The statement did not address questions about how the government will expand its work on equitable physician recruitment, or on the practice of municipalities providing financial incentives to recruit doctors. Rather, Popovic listed the province’s primary care efforts, including the addition of nearly 20,000 new doctors since 2018, the expansion of medical school seats and the modernization of the Family Health Organization model to help attract and retain physicians.

Why physician recruiters are working together

Croteau of the Ontario Physicians Recruitment Alliance said the organization, which connects almost 60 recruitment programs across five provincial regions, welcomes the auditor general’s findings, which validated its experience of municipalities filling in provincial gaps.

She said recruitment work, including marketing, community tours, clinic set-up and retention, is being done by staff funded by municipalities, hospitals and regional programs. She said OPRA agrees more provincial co-ordination is needed, and that clear provincial partnerships and stable funding would prevent more inequity among communities.
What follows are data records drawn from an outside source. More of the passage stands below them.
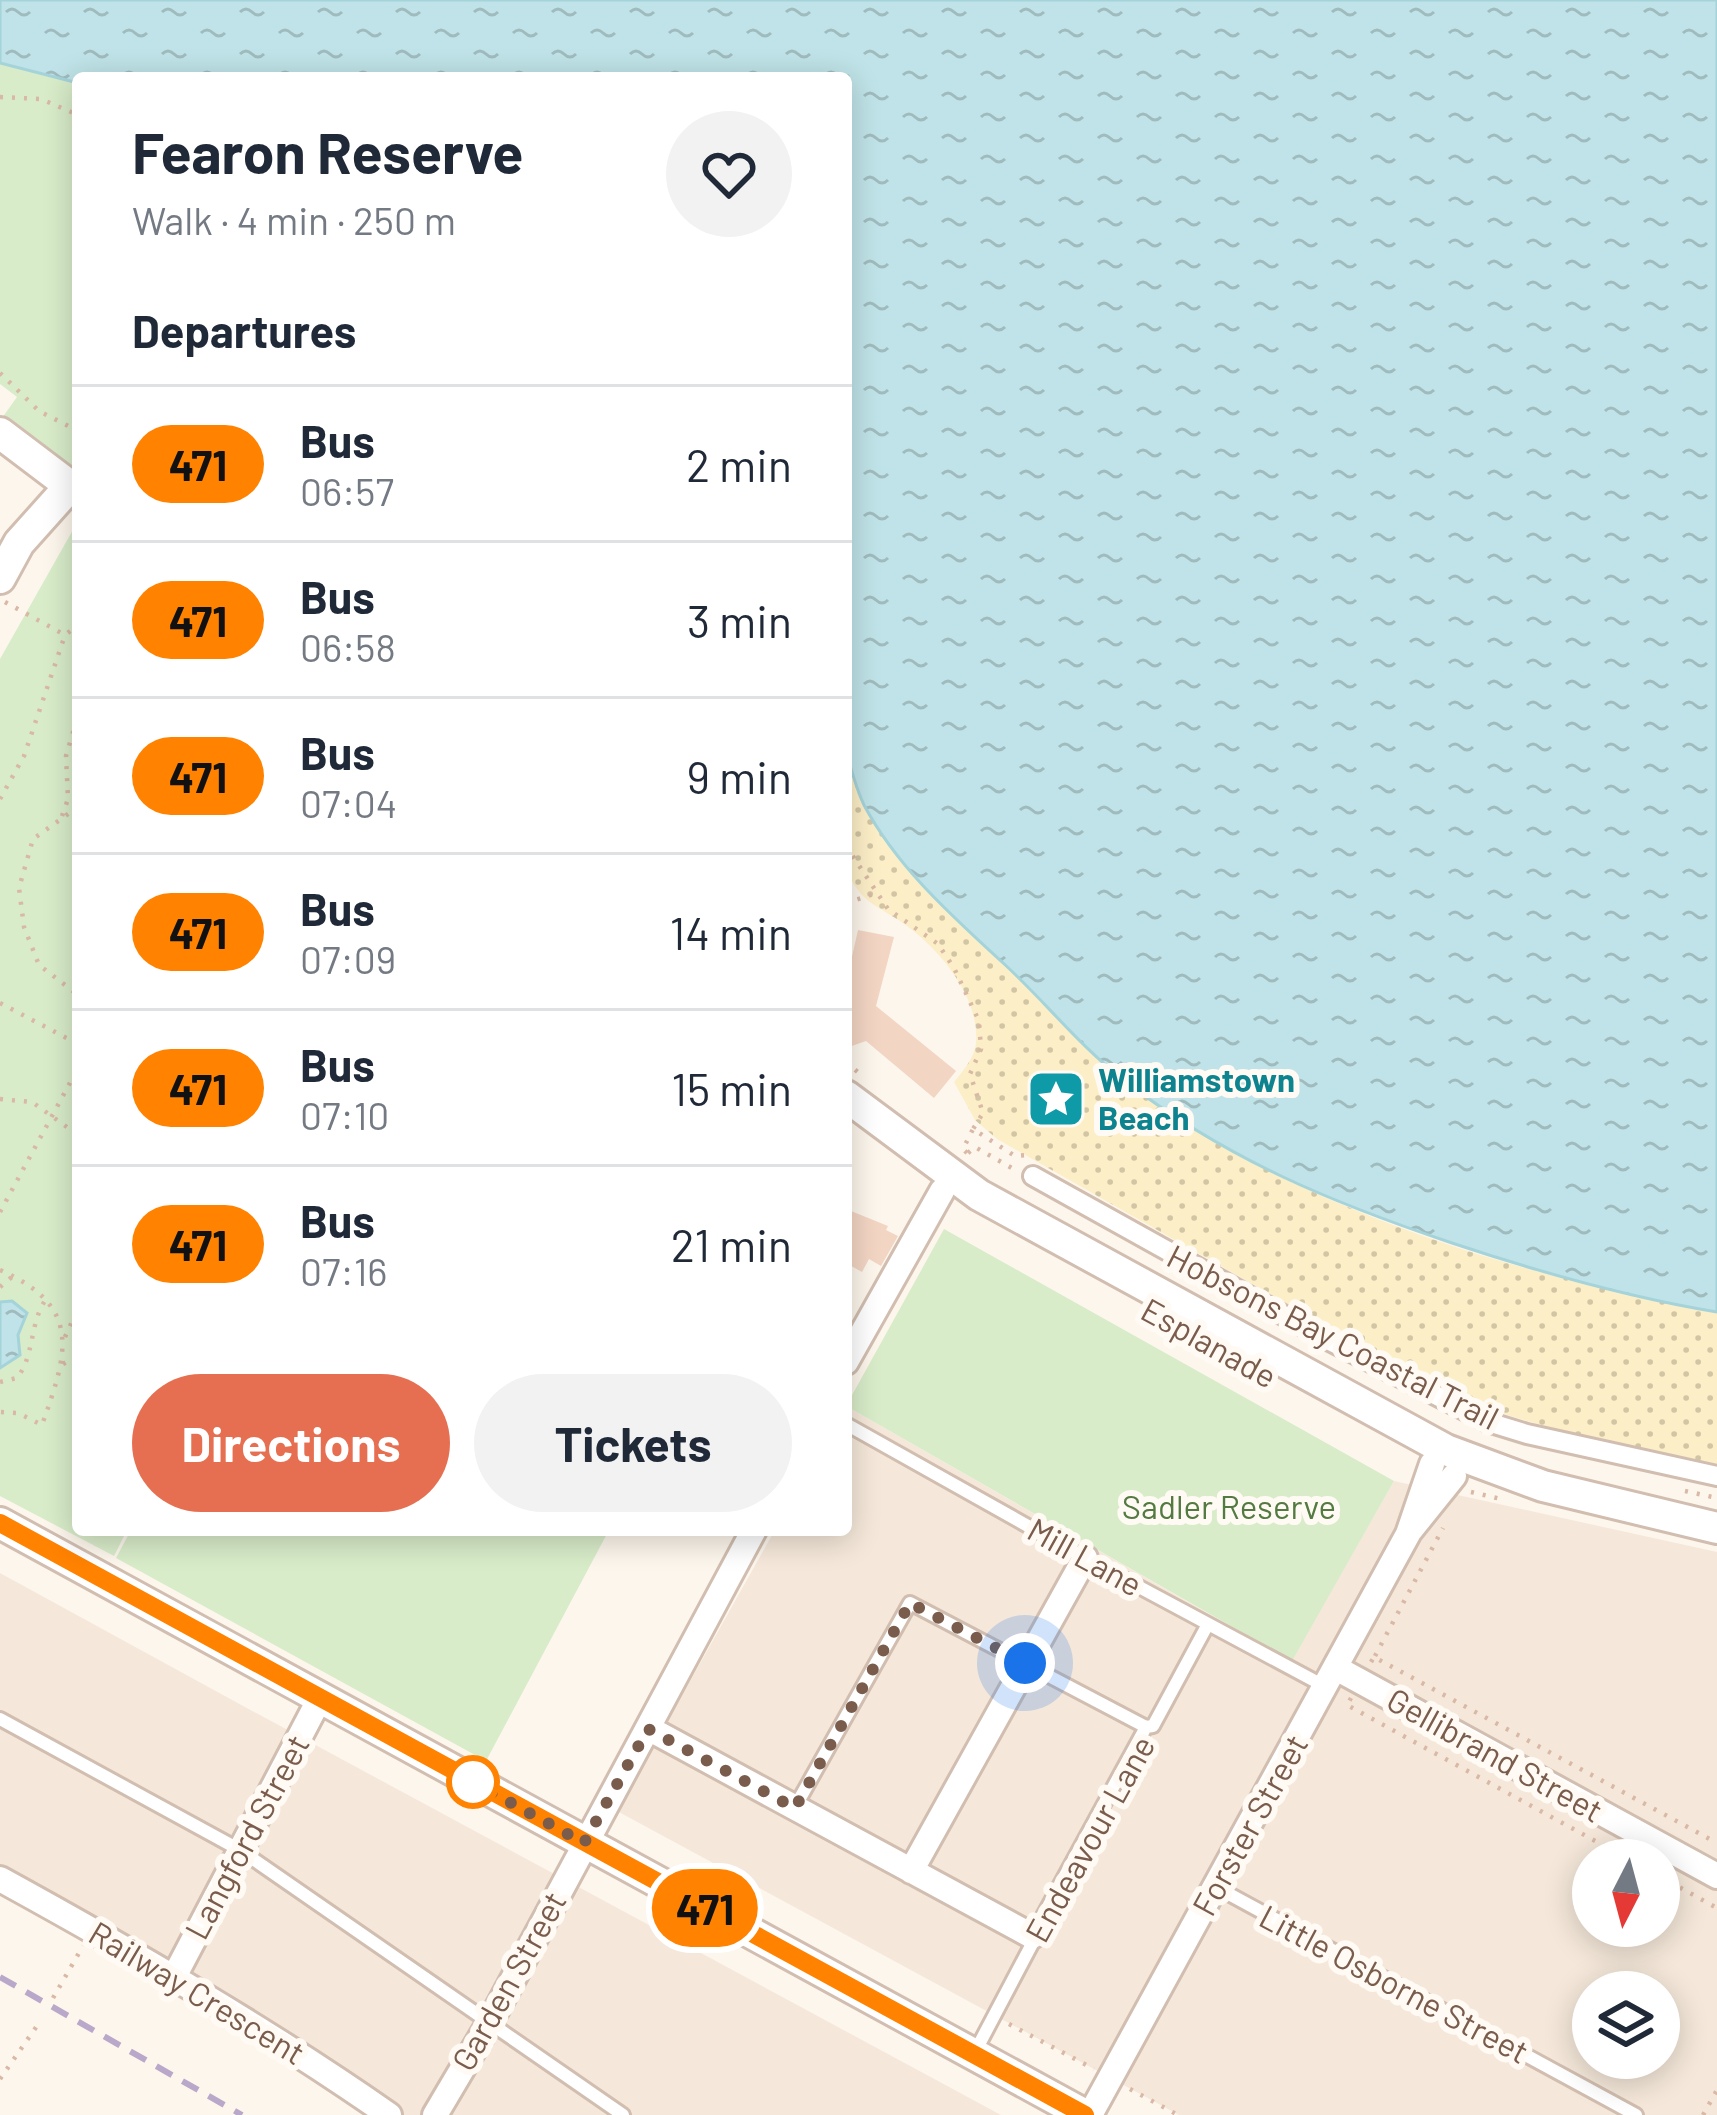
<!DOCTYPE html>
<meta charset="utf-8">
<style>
body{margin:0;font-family:Barlow,sans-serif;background:#f2f2f3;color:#1f2937;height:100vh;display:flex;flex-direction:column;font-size:45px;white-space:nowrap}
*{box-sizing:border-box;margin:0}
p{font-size:39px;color:#747a83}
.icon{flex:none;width:66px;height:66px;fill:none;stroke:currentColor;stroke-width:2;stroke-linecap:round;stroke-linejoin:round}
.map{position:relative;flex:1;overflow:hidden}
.details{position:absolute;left:72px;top:72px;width:780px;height:1464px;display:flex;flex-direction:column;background:#fff;border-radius:12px;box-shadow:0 6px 30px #0003}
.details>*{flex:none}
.badge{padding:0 24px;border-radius:39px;font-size:42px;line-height:78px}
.needle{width:78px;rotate:186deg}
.tools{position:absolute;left:1572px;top:1839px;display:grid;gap:24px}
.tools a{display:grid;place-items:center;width:108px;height:108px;border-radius:50%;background:#fff;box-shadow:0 6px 30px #0003;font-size:60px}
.you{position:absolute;width:60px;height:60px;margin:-30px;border:9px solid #fff;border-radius:50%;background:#1a73e8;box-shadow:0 0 0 18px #1a73e833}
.map>.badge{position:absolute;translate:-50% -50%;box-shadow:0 0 0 6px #fff}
h2{padding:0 60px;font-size:45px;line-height:108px}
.round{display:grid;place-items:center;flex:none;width:126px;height:126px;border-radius:63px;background:#f2f2f3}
.summary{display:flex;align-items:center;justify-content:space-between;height:204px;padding:0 60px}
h1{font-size:57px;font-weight:700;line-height:90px}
.button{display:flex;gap:24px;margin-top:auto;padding:24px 60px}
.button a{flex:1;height:138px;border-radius:72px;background:#e76f51;color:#fff;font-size:48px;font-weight:700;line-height:138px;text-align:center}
.button a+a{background:#f2f2f3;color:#1f2937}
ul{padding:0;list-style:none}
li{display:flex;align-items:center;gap:36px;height:156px;padding:0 60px;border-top:3px solid #e0e1e3}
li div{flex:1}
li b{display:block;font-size:45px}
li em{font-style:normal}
li .badge{min-width:132px;font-weight:700;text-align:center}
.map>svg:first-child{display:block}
.residential{fill:#f5e8da;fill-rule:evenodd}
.sand{fill:url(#sand-dots)}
.green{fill:#d8ecc9}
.water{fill:url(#water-ripples);stroke:#a5d3da;stroke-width:3}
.building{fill:#f3d5c3}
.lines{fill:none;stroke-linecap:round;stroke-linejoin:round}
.service-casing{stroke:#d1beb0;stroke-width:18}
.pedestrian-casing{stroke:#d1beb0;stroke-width:24}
.minor-casing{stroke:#d1beb0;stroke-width:30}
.tertiary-casing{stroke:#d1beb0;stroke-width:36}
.path{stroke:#d9b8a5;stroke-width:4.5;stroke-dasharray:3 9;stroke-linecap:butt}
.service{stroke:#fff;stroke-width:12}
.pedestrian{stroke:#fff;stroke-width:18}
.minor{stroke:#fff;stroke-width:24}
.tertiary{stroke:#fff;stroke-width:30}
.rail{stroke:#b9a8c9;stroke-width:6;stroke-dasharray:18 12;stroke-linecap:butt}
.line-casing{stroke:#fff;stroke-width:27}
.line{stroke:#ff8200;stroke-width:18}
.walk{stroke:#7a5c4d;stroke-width:12;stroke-dasharray:0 21.6}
.stop-dot{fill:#fff;stroke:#ff8200;stroke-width:6}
.labels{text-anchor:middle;stroke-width:12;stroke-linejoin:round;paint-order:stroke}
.culture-label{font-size:33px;font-weight:bold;fill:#0d838f;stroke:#fffaf3;text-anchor:start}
.street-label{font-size:33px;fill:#7a5c4d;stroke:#fffaf3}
.park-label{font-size:33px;fill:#537a41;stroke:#fffaf3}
</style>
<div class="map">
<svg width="1717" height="2115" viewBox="0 0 1717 2115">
<defs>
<pattern id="sand-dots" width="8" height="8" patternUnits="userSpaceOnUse" patternTransform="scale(3)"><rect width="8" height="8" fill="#fcefc7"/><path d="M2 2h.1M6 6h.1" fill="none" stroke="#d1c5a4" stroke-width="1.8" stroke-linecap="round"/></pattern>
<pattern id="water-ripples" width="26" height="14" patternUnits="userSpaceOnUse" patternTransform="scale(3)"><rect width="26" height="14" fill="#bfe3e8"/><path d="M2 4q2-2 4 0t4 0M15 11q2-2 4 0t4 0" fill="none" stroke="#a0bbbe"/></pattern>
</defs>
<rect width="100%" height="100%" fill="#fdf6ec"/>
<path class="residential" d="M846,1406L1291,1661L1394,1481L1717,1552V2115H1179L617,1811L775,1530H846ZM1593,1860H1659V1926H1593ZM1593,1992H1659V2058H1593Z
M0,1573L245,1707L1001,2115H386L0,1879Z"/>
<path class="sand" d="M846,753C852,770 856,789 864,805C897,867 951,915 1002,962C1046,1002 1078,1045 1126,1082C1291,1208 1516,1275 1717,1312V1464C1617,1443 1523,1428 1430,1385L997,1139L975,1120L954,1082C963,1071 975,1057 976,1043C980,995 937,946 900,921C877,906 860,901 848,873C840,851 846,780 846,753Z"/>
<path class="green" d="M0,63L78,83V477L2,418L17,397L0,384Z
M74,528L78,531V1530H127L114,1556L0,1496V659Z
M944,1229L1394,1481L1292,1661L846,1406Z
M131,1530H609L486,1761L116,1558Z"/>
<path class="water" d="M0,0H1717V1312C1626,1297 1539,1272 1452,1243C1333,1203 1228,1160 1126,1082C1078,1045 1046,1002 1002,962C951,915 897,867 864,805C856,789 852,770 846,753V78H78V83L0,63Z
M12,1301L27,1313L18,1335L20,1355L0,1368V1302Z"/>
<path class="building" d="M858,930L894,937L876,1006L956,1071L934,1098L866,1041L846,1048V983Z
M851,1211L888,1226L886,1230L898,1236L881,1266L869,1259L862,1272L846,1263V1221Z"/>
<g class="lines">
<g class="service-casing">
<path id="service" d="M846,1424L1085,1558L1326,1687
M0,1719L240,1850L623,2115
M795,1807L910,1603L1146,1727
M1216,1887L1636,2115
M975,2052L1033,1942L1032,1936L1146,1727L1153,1726L1208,1624"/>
</g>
<g class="pedestrian-casing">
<path id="pedestrian" d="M1033,1176L1328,1340L1488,1422L1527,1434L1717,1476"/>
</g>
<g class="minor-casing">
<path id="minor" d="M846,1362L942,1191
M1409,1532L1454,1476
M1336,1668L1717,1876
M648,1728L1032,1936
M911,1871L1085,1558
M0,1879C133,1952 264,2028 389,2115
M174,1977L320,1698
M435,2115L490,2022L754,1530
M1090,2115L1408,1534L1432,1464"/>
</g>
<g class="tertiary-casing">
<path id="tertiary" d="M0,433L78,492
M0,578L19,543L70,486
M846,1096L979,1195L1446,1450L1543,1486L1717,1528
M0,1523L1085,2115"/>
</g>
<path class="path" d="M0,97L41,99L78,115
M0,373L39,411L78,431
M5,602L65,635L78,625
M0,799L24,756L65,635
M78,807L33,839L19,888L24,927L39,965L78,995
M62,816L68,799L66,756L78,715
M846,846L888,909L938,944L954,968L979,1021L981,1049L970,1074L983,1113L973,1129
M846,903L877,893
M0,1003L78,1044
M846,1062L860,1074
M0,1099L32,1102L78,1135
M967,1153L963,1149L973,1129L1015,1156L1027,1155
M968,1153L975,1147L1017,1171
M0,1212L78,1068
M0,1270C84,1307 67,1354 42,1425L18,1413L0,1412
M0,1287L13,1276
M65,1337L78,1308
M63,1364L78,1355
M0,1382L17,1378C35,1355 29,1324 46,1299
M1685,1491L1717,1498
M1471,1492L1501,1499
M1375,1656L1443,1528
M1371,1662L1374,1657L1717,1843
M1351,1698L1347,1705L1630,1860
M1659,1876L1717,1908
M53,1998L83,1946
M1009,2024L1094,2069
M0,2079L39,2023
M1130,2089L1178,2115
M1703,2115L1717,2090"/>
<use href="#service" class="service"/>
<use href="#pedestrian" class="pedestrian"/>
<use href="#minor" class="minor"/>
<use href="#tertiary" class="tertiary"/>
<path class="rail" d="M0,1977L242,2115"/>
</g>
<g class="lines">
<g class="line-casing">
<path id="line" d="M0,1523L1085,2115"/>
</g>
<use href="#line" class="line"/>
<path class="walk" d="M473,1782L584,1843L648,1729L795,1808L910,1603L1025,1663"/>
</g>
<defs>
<g id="sight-square" transform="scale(3)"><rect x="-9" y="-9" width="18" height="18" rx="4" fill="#0f9aa8" stroke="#fffaf3"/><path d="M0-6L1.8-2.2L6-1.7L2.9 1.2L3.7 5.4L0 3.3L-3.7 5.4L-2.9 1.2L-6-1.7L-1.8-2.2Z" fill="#fff"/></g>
</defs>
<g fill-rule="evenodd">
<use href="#sight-square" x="1056" y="1099"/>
</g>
<circle class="stop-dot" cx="473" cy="1782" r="24"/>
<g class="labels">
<g class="culture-label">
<text x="1098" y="1092">Williamstown<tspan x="1098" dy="38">Beach</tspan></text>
</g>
<g class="street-label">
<text transform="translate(1333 1337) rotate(27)" y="12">Hobsons Bay Coastal Trail</text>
<text transform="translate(1209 1343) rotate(29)" y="12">Esplanade</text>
<text transform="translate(1085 1557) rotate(29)" y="12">Mill Lane</text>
<text transform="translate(1495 1755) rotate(29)" y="12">Gellibrand Street</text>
<text transform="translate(1250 1825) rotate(-61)" y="12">Forster Street</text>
<text transform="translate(247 1837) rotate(-62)" y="12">Langford Street</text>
<text transform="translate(1090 1839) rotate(-61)" y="12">Endeavour Lane</text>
<text transform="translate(509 1981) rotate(-61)" y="12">Garden Street</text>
<text transform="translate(1394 1984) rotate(28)" y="12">Little Osborne Street</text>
<text transform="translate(197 1993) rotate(31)" y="12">Railway Crescent</text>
</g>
<g class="park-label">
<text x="1229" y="1519">Sadler Reserve</text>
</g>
</g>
</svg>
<div class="tools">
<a><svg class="needle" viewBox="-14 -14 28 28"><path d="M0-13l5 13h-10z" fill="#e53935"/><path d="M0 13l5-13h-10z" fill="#747a83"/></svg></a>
<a><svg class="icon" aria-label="layers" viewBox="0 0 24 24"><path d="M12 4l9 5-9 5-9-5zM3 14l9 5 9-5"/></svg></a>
</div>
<div class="you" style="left:1025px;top:1663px"></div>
<b class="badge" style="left:705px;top:1908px;background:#ff8200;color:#111">471</b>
<section class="details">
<div class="summary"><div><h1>Fearon Reserve</h1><p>Walk · 4 min · 250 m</p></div><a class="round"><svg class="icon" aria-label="heart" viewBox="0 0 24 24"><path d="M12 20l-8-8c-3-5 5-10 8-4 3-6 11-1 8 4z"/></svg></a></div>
<h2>Departures</h2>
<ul>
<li><span class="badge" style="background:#ff8200;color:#111">471</span><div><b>Bus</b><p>06:57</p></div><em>2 min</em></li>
<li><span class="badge" style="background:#ff8200;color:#111">471</span><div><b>Bus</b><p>06:58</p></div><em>3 min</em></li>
<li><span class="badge" style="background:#ff8200;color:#111">471</span><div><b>Bus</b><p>07:04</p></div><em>9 min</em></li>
<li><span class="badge" style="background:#ff8200;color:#111">471</span><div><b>Bus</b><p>07:09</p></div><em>14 min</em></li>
<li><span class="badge" style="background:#ff8200;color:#111">471</span><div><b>Bus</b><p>07:10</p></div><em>15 min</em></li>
<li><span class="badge" style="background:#ff8200;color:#111">471</span><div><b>Bus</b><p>07:16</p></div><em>21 min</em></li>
</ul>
<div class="button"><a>Directions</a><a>Tickets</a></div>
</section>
</div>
Already, OPRA’s members communicate recruiting tips and best practices and share doctor candidates among municipalities, said Croteau, the physician recruitment program manager for the Niagara Region. The goal, she said, is to help doctors find a community that’s the right fit, both for their professional goals and for their family life.

“We want them to have the best experience. If they’re happy, they are going to stay.”